こんにちは、信託コンサルタンタントの宿輪です。

 

民事信託(家族信託)は、制度ができてから10年以上経ちますが、実際に使われ出したのは最近の事で、身近で実例を見た方は少ないと思います。

 

この「信託情報」では、皆様の信託に対する疑問をランダムに取り上げ解説しています。


【本日の話題】

 家族信託が終了し、精算の事務が終了すると結了となります。

 

 信託終了時に財産が残っている場合、その財産を取得するのは「残余財産受益者」または「残余財産帰属権利者」です。

 

両者とも残りの財産を受け取る人なのですが何が違うのでしょうか。



 信託財産を使い果たし、委託者から財産の追加が無ければ信託は続けられませんので当然に終了となります。

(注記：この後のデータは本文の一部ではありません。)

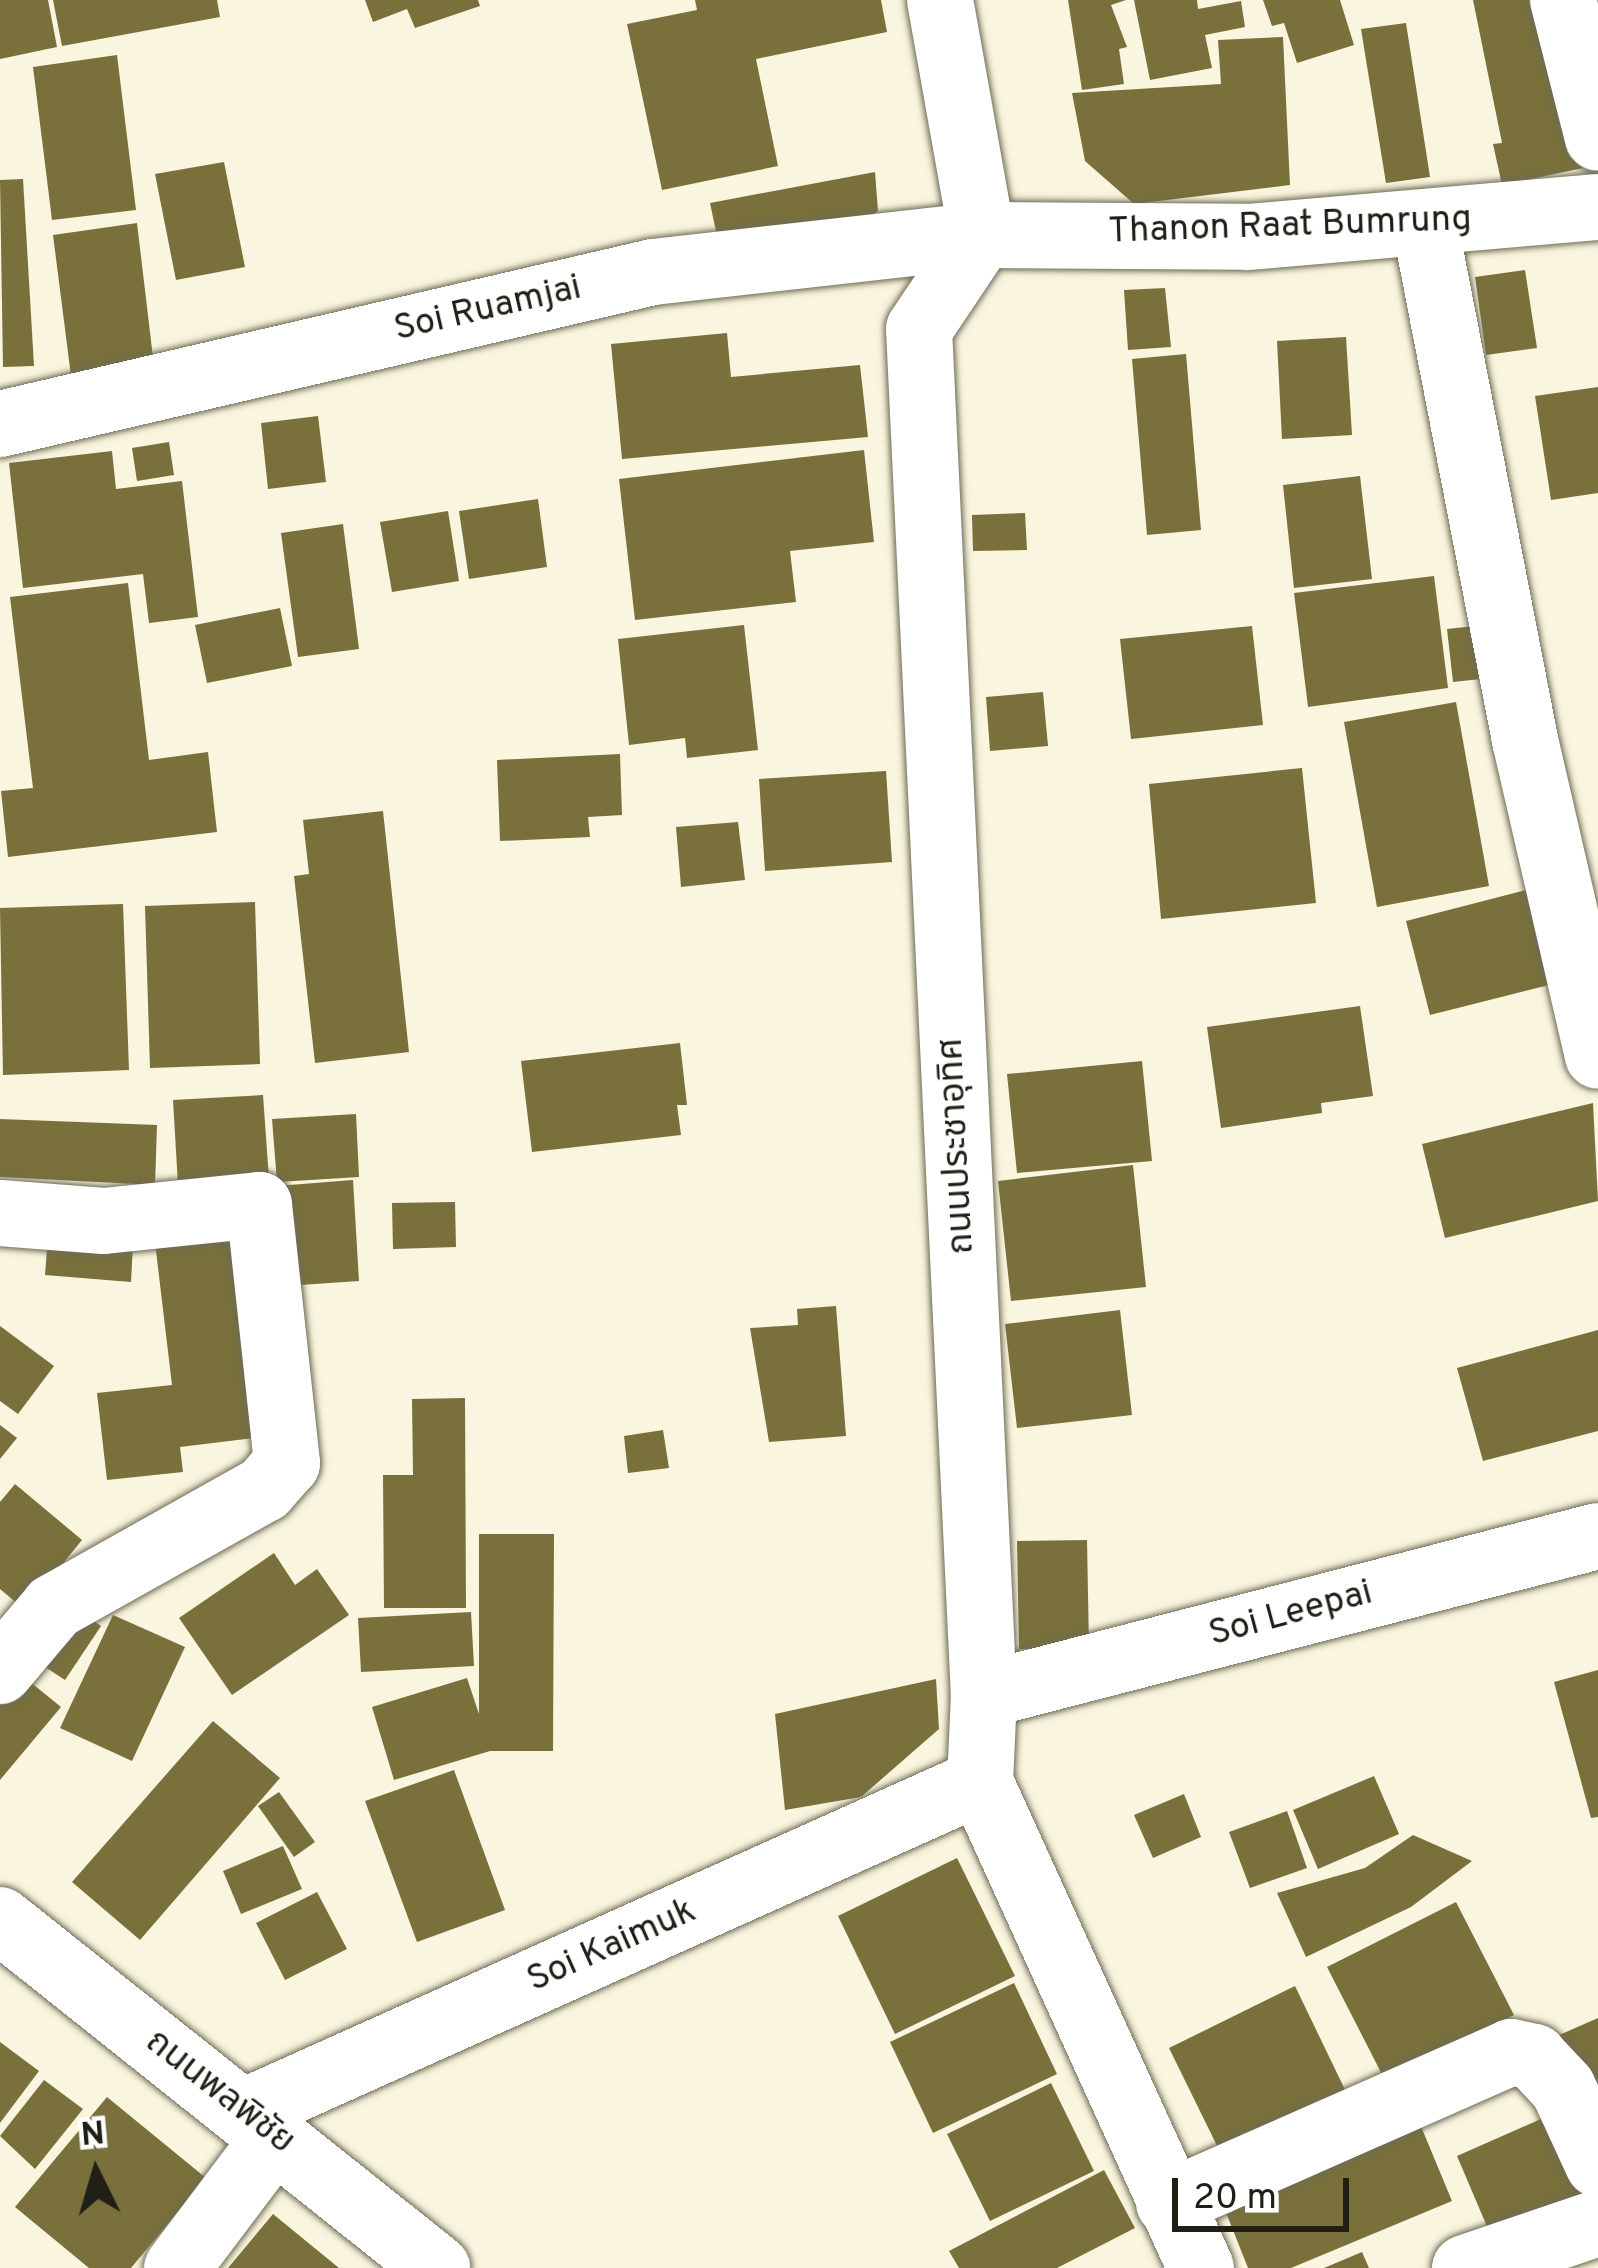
<!DOCTYPE html>
<meta charset="utf-8">
<style>
body{margin:0}
#map{position:relative;width:1598px;height:2268px;overflow:hidden;background:#f9f5de;font-family:Overpass,"Noto Sans Thai",sans-serif}
div>[style]{position:absolute}
.building>*{inset:0;background:#79703c}
.roads{filter:drop-shadow(0 0 3px #6e6b56) drop-shadow(0 0 3px #6e6b56)}
.minor>*{height:66px;margin:-33px;padding:0 33px;transform-origin:33px;border-radius:33px;background:#fff}
span{translate:-50% -50%;white-space:nowrap;text-align:center;line-height:1.15;-webkit-text-stroke:10px #fff;paint-order:stroke}
.street-label{font-size:36px;color:#201f16}
.north{position:absolute;left:36px;top:2112px;width:120px;height:120px;-webkit-text-stroke:9px #fff;paint-order:stroke;rotate:355deg;font-size:33px;font-weight:700;line-height:48px;text-align:center;color:#201f16}
.north::after{content:'';display:block;margin:auto;width:42px;height:54px;background:#201f16;clip-path:polygon(50% 0,100% 100%,50% 72%,0 100%)}
.scale{position:absolute;left:1172px;top:2178px;width:177px;height:54px;box-sizing:border-box;border:6px solid #201f16;border-top:0;padding-left:15px;font-size:36px;line-height:42px;white-space:nowrap;color:#201f16;-webkit-text-stroke:9px #fff;paint-order:stroke}
</style>
<div id="map">
<div class="building">
<div style="clip-path:polygon(0 0,48px 0,57px 47px,0 59px)"></div>
<div style="clip-path:polygon(53px 0,217px 0,220px 17px,62px 46px)"></div>
<div style="clip-path:polygon(365px 0,478px 0,480px 6px,415px 28px,407px 9px,373px 22px)"></div>
<div style="clip-path:polygon(695px 0,881px 0,887px 32px,756px 59px,778px 166px,662px 190px,627px 24px,697px 10px)"></div>
<div style="clip-path:polygon(1068px 0,1126px 0,1111px 5px,1127px 47px,1119px 49px,1124px 84px,1082px 90px)"></div>
<div style="clip-path:polygon(1134px 0,1197px 0,1198px 9px,1241px 1px,1245px 27px,1205px 35px,1212px 68px,1150px 80px)"></div>
<div style="clip-path:polygon(1263px 0,1340px 0,1354px 45px,1297px 63px,1284px 23px,1272px 26px)"></div>
<div style="clip-path:polygon(1473px 0,1548px 0,1583px 168px,1502px 185px,1493px 144px,1502px 143px)"></div>
<div style="clip-path:polygon(1406px 23px,1430px 177px,1386px 183px,1361px 29px)"></div>
<div style="clip-path:polygon(1283px 37px,1290px 185px,1134px 204px,1085px 161px,1072px 93px,1221px 84px,1218px 40px)"></div>
<div style="clip-path:polygon(117px 55px,136px 210px,52px 220px,33px 67px)"></div>
<div style="clip-path:polygon(224px 162px,245px 267px,176px 280px,155px 174px)"></div>
<div style="clip-path:polygon(875px 172px,878px 211px,864px 222px,720px 250px,710px 203px)"></div>
<div style="clip-path:polygon(23px 179px,34px 366px,3px 367px,0 180px)"></div>
<div style="clip-path:polygon(137px 223px,154px 366px,71px 376px,53px 235px)"></div>
<div style="clip-path:polygon(1525px 270px,1537px 348px,1486px 355px,1475px 277px)"></div>
<div style="clip-path:polygon(1165px 288px,1171px 347px,1128px 350px,1124px 290px)"></div>
<div style="clip-path:polygon(727px 333px,731px 377px,860px 365px,868px 437px,622px 459px,611px 344px)"></div>
<div style="clip-path:polygon(1346px 337px,1352px 435px,1282px 439px,1277px 341px)"></div>
<div style="clip-path:polygon(1186px 354px,1201px 530px,1147px 535px,1132px 359px)"></div>
<div style="clip-path:polygon(1598px 387px,1598px 493px,1551px 500px,1535px 396px)"></div>
<div style="clip-path:polygon(318px 416px,326px 482px,268px 489px,261px 423px)"></div>
<div style="clip-path:polygon(169px 442px,174px 475px,137px 481px,132px 448px)"></div>
<div style="clip-path:polygon(864px 450px,874px 542px,790px 551px,796px 602px,635px 620px,619px 479px)"></div>
<div style="clip-path:polygon(112px 451px,116px 489px,182px 481px,198px 617px,149px 623px,143px 574px,23px 588px,9px 463px)"></div>
<div style="clip-path:polygon(1360px 476px,1372px 579px,1294px 588px,1283px 485px)"></div>
<div style="clip-path:polygon(538px 499px,547px 567px,469px 579px,459px 511px)"></div>
<div style="clip-path:polygon(448px 511px,459px 581px,392px 592px,380px 522px)"></div>
<div style="clip-path:polygon(1025px 513px,1027px 550px,973px 551px,972px 515px)"></div>
<div style="clip-path:polygon(343px 524px,359px 649px,298px 657px,281px 533px)"></div>
<div style="clip-path:polygon(1434px 576px,1448px 688px,1308px 707px,1294px 593px)"></div>
<div style="clip-path:polygon(128px 583px,149px 760px,208px 752px,217px 832px,8px 857px,1px 791px,33px 788px,10px 597px)"></div>
<div style="clip-path:polygon(280px 608px,292px 666px,207px 683px,195px 625px)"></div>
<div style="clip-path:polygon(744px 625px,758px 750px,687px 758px,685px 738px,629px 745px,618px 639px)"></div>
<div style="clip-path:polygon(1252px 626px,1263px 725px,1131px 739px,1120px 639px)"></div>
<div style="clip-path:polygon(1474px 626px,1481px 679px,1453px 682px,1447px 629px)"></div>
<div style="clip-path:polygon(1043px 692px,1048px 746px,990px 751px,986px 697px)"></div>
<div style="clip-path:polygon(1456px 702px,1489px 886px,1377px 907px,1344px 722px)"></div>
<div style="clip-path:polygon(620px 754px,622px 815px,588px 817px,590px 837px,500px 841px,497px 760px)"></div>
<div style="clip-path:polygon(1302px 768px,1316px 903px,1161px 919px,1149px 784px)"></div>
<div style="clip-path:polygon(886px 771px,892px 862px,765px 871px,759px 779px)"></div>
<div style="clip-path:polygon(383px 811px,409px 1052px,315px 1063px,294px 876px,309px 874px,303px 820px)"></div>
<div style="clip-path:polygon(738px 822px,745px 880px,681px 887px,676px 827px)"></div>
<div style="clip-path:polygon(1545px 885px,1569px 980px,1430px 1015px,1406px 921px)"></div>
<div style="clip-path:polygon(255px 902px,260px 1064px,150px 1068px,145px 906px)"></div>
<div style="clip-path:polygon(123px 904px,129px 1070px,3px 1075px,0 908px)"></div>
<div style="clip-path:polygon(1360px 1006px,1373px 1096px,1321px 1103px,1322px 1113px,1221px 1128px,1207px 1027px)"></div>
<div style="clip-path:polygon(680px 1043px,687px 1105px,677px 1105px,681px 1135px,532px 1152px,521px 1061px)"></div>
<div style="clip-path:polygon(1142px 1061px,1152px 1161px,1017px 1173px,1007px 1074px)"></div>
<div style="clip-path:polygon(263px 1095px,269px 1179px,178px 1185px,173px 1100px)"></div>
<div style="clip-path:polygon(1593px 1103px,1598px 1201px,1445px 1238px,1422px 1144px)"></div>
<div style="clip-path:polygon(356px 1114px,359px 1177px,277px 1182px,272px 1119px)"></div>
<div style="clip-path:polygon(0 1119px,157px 1125px,155px 1185px,0 1177px)"></div>
<div style="clip-path:polygon(1133px 1165px,1146px 1287px,1011px 1301px,998px 1181px)"></div>
<div style="clip-path:polygon(353px 1180px,359px 1281px,271px 1287px,264px 1187px)"></div>
<div style="clip-path:polygon(455px 1202px,456px 1247px,393px 1249px,392px 1203px)"></div>
<div style="clip-path:polygon(237px 1224px,263px 1437px,180px 1447px,183px 1472px,107px 1480px,97px 1393px,172px 1385px,154px 1234px)"></div>
<div style="clip-path:polygon(48px 1236px,133px 1243px,131px 1282px,45px 1275px)"></div>
<div style="clip-path:polygon(836px 1306px,846px 1436px,769px 1442px,750px 1328px,798px 1325px,797px 1309px)"></div>
<div style="clip-path:polygon(1120px 1310px,1132px 1415px,1017px 1428px,1005px 1324px)"></div>
<div style="clip-path:polygon(0 1326px,54px 1366px,18px 1414px,0 1401px)"></div>
<div style="clip-path:polygon(1598px 1330px,1598px 1431px,1483px 1461px,1457px 1368px)"></div>
<div style="clip-path:polygon(465px 1398px,466px 1608px,384px 1608px,383px 1475px,413px 1475px,412px 1399px)"></div>
<div style="clip-path:polygon(0 1425px,17px 1438px,0 1459px)"></div>
<div style="clip-path:polygon(663px 1430px,669px 1468px,628px 1473px,624px 1436px)"></div>
<div style="clip-path:polygon(15px 1484px,82px 1540px,25px 1610px,0 1589px,0 1502px)"></div>
<div style="clip-path:polygon(479px 1534px,554px 1534px,553px 1751px,490px 1751px,394px 1780px,372px 1707px,467px 1678px,479px 1714px)"></div>
<div style="clip-path:polygon(1087px 1540px,1089px 1648px,1019px 1649px,1017px 1541px)"></div>
<div style="clip-path:polygon(274px 1553px,295px 1585px,317px 1569px,349px 1615px,232px 1695px,179px 1618px)"></div>
<div style="clip-path:polygon(78px 1610px,101px 1626px,65px 1680px,42px 1665px)"></div>
<div style="clip-path:polygon(471px 1612px,474px 1666px,361px 1672px,358px 1618px)"></div>
<div style="clip-path:polygon(113px 1615px,185px 1647px,132px 1761px,60px 1728px)"></div>
<div style="clip-path:polygon(1598px 1670px,1598px 1817px,1591px 1818px,1554px 1682px)"></div>
<div style="clip-path:polygon(18px 1672px,61px 1707px,0 1780px,0 1692px)"></div>
<div style="clip-path:polygon(936px 1679px,939px 1729px,861px 1797px,785px 1810px,775px 1714px)"></div>
<div style="clip-path:polygon(213px 1721px,280px 1778px,140px 1940px,72px 1882px)"></div>
<div style="clip-path:polygon(454px 1770px,505px 1910px,417px 1942px,365px 1801px)"></div>
<div style="clip-path:polygon(1374px 1776px,1399px 1834px,1318px 1869px,1293px 1810px)"></div>
<div style="clip-path:polygon(279px 1792px,315px 1842px,294px 1857px,258px 1806px)"></div>
<div style="clip-path:polygon(1184px 1794px,1201px 1837px,1153px 1858px,1134px 1815px)"></div>
<div style="clip-path:polygon(1287px 1811px,1307px 1868px,1250px 1888px,1229px 1832px)"></div>
<div style="clip-path:polygon(1413px 1835px,1472px 1861px,1411px 1907px,1306px 1957px,1277px 1893px,1365px 1868px)"></div>
<div style="clip-path:polygon(283px 1846px,302px 1889px,241px 1914px,223px 1871px)"></div>
<div style="clip-path:polygon(957px 1858px,1015px 1976px,895px 2034px,838px 1916px)"></div>
<div style="clip-path:polygon(317px 1892px,347px 1949px,285px 1980px,256px 1923px)"></div>
<div style="clip-path:polygon(1456px 1902px,1514px 2015px,1443px 2051px,1390px 2090px,1327px 1967px)"></div>
<div style="clip-path:polygon(1014px 1983px,1057px 2074px,933px 2133px,890px 2042px)"></div>
<div style="clip-path:polygon(1295px 1986px,1349px 2098px,1224px 2160px,1169px 2048px)"></div>
<div style="clip-path:polygon(1598px 2018px,1598px 2127px,1557px 2036px)"></div>
<div style="clip-path:polygon(0 2042px,39px 2071px,0 2123px)"></div>
<div style="clip-path:polygon(44px 2080px,83px 2109px,35px 2169px,0 2136px)"></div>
<div style="clip-path:polygon(1051px 2083px,1094px 2171px,990px 2221px,947px 2134px)"></div>
<div style="clip-path:polygon(107px 2097px,206px 2178px,131px 2268px,89px 2268px,15px 2207px)"></div>
<div style="clip-path:polygon(1550px 2115px,1591px 2210px,1497px 2250px,1457px 2156px)"></div>
<div style="clip-path:polygon(1420px 2124px,1452px 2201px,1291px 2268px,1248px 2268px,1223px 2205px)"></div>
<div style="clip-path:polygon(1104px 2170px,1135px 2228px,1057px 2268px,959px 2268px,949px 2251px)"></div>
<div style="clip-path:polygon(273px 2214px,339px 2268px,228px 2268px)"></div>
<div style="clip-path:polygon(1362px 2252px,1369px 2268px,1324px 2268px)"></div>
</div>
<div class="roads">
<div class="minor">
<div style="left:940px;top:0;width:239px;rotate:79.9deg"></div>
<div style="left:982px;top:235px;width:113px;rotate:123.8deg"></div>
<div style="left:919px;top:329px;width:1368px;rotate:87.28deg"></div>
<div style="left:984px;top:1695px;width:87px;rotate:92.6deg"></div>
<div style="left:980px;top:1782px;width:534px;rotate:65.55deg"></div>
<div style="left:1563px;top:0;width:142px;rotate:75.8deg"></div>
<div style="left:1425px;top:225px;width:525px;rotate:79.01deg"></div>
<div style="left:1525px;top:740px;width:324px;rotate:77deg"></div>
<div style="left:0;top:424px;width:670px;rotate:-13.1deg"></div>
<div style="left:653px;top:272px;width:331px;rotate:-6.4deg"></div>
<div style="left:982px;top:235px;width:266px;rotate:0.4deg"></div>
<div style="left:1248px;top:237px;width:351px;rotate:-4.9deg"></div>
<div style="left:0;top:1213px;width:104px;rotate:4.4deg"></div>
<div style="left:104px;top:1221px;width:156px;rotate:-5.9deg"></div>
<div style="left:259px;top:1205px;width:260px;rotate:83.8deg"></div>
<div style="left:287px;top:1463px;width:35px;rotate:131deg"></div>
<div style="left:264px;top:1489px;width:241px;rotate:150.7deg"></div>
<div style="left:54px;top:1607px;width:84px;rotate:130.2deg"></div>
<div style="left:984px;top:1695px;width:634px;rotate:-14.52deg"></div>
<div style="left:0;top:1920px;width:559px;rotate:38.53deg"></div>
<div style="left:244px;top:2112px;width:807px;rotate:-24.15deg"></div>
<div style="left:1169px;top:2203px;width:374px;rotate:-23.8deg"></div>
<div style="left:1511px;top:2052px;width:24px;rotate:12deg"></div>
<div style="left:1534px;top:2057px;width:42px;rotate:46.9deg"></div>
<div style="left:1563px;top:2088px;width:84px;rotate:65.3deg"></div>
<div style="left:177px;top:2268px;width:163px;rotate:-53deg"></div>
<div style="left:1465px;top:2268px;width:140px;rotate:-18.7deg"></div>
</div>
</div>
<div class="street-label">
<span style="left:1290px;top:227px;rotate:-2deg">Thanon Raat Bumrung</span>
<span style="left:488px;top:310px;rotate:-13deg">Soi Ruamjai</span>
<span style="left:958px;top:1146px;rotate:-93deg">ถนนประชาอุทิศ</span>
<span style="left:1291px;top:1615px;rotate:-15deg">Soi Leepai</span>
<span style="left:612px;top:1947px;rotate:-24deg">Soi Kaimuk</span>
<span style="left:219px;top:2093px;rotate:38deg">ถนนพลพิชัย</span>
</div>
<div class="north">N</div>
<div class="scale">20 m</div>
</div>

 実際の家族信託では、終了時に財産の残りがある状態で終了事由を迎えることが多いです。終了事由は、

 法律の規定によるもの

 ・信託財産が無くなった

 ・受託者がいなくなって1年経った

 ・受託者と受益者が同じになって1年経った・・・等

 

 契約で定めるもの

 ・信託期間終了

 ・受益者の死亡・・・等

 

契約で決める終了事由は自由に決めることができます。

 

【残余財産受益者】

 残余財産受益者は、残余財産を受け取るという受益権の権利者です。

 受益を受けるのは信託終了後ですが、受益者としての権利は終了前から保有しています。受益者としての給付を受ける以外の権利は行使できるのです。

 

 つまり、受託者に対する監視,監督をする権利が行使できます。残余財産受益者は、適正に信託が終了した後に残りの財産を受け取りたいわけですから、受託者が不適正な使い方をして無駄に財産を減らすことがないようにしたいのです。必要に応じて、帳簿類を見せてもらったり報告をしてもらうことができるということです。

 

 ただし、適正に信託がされた結果、財産が無くなって終了し残余財産が受け取れないときは、財産を受け取ることはできなくなります。

 

【残余財産帰属権利者】

 残余財産帰属権利者は、信託終了時に財産が残っていた場合にはその財産を受取る権利がある人です。受益者ではありませんので、受益権はありません。信託期間中は、当事者としての権利行使をする場面は無い人になります。

 

 受託者に対するチェック機能を持たせたい場合には、残余財産受益者とした方が良いかと思います。逆に、受託者に対する信頼が厚く、受託者の裁量でスムーズな信託行為をして欲しい場合は、残余財産帰属権利者として指定した方がよいでしょう。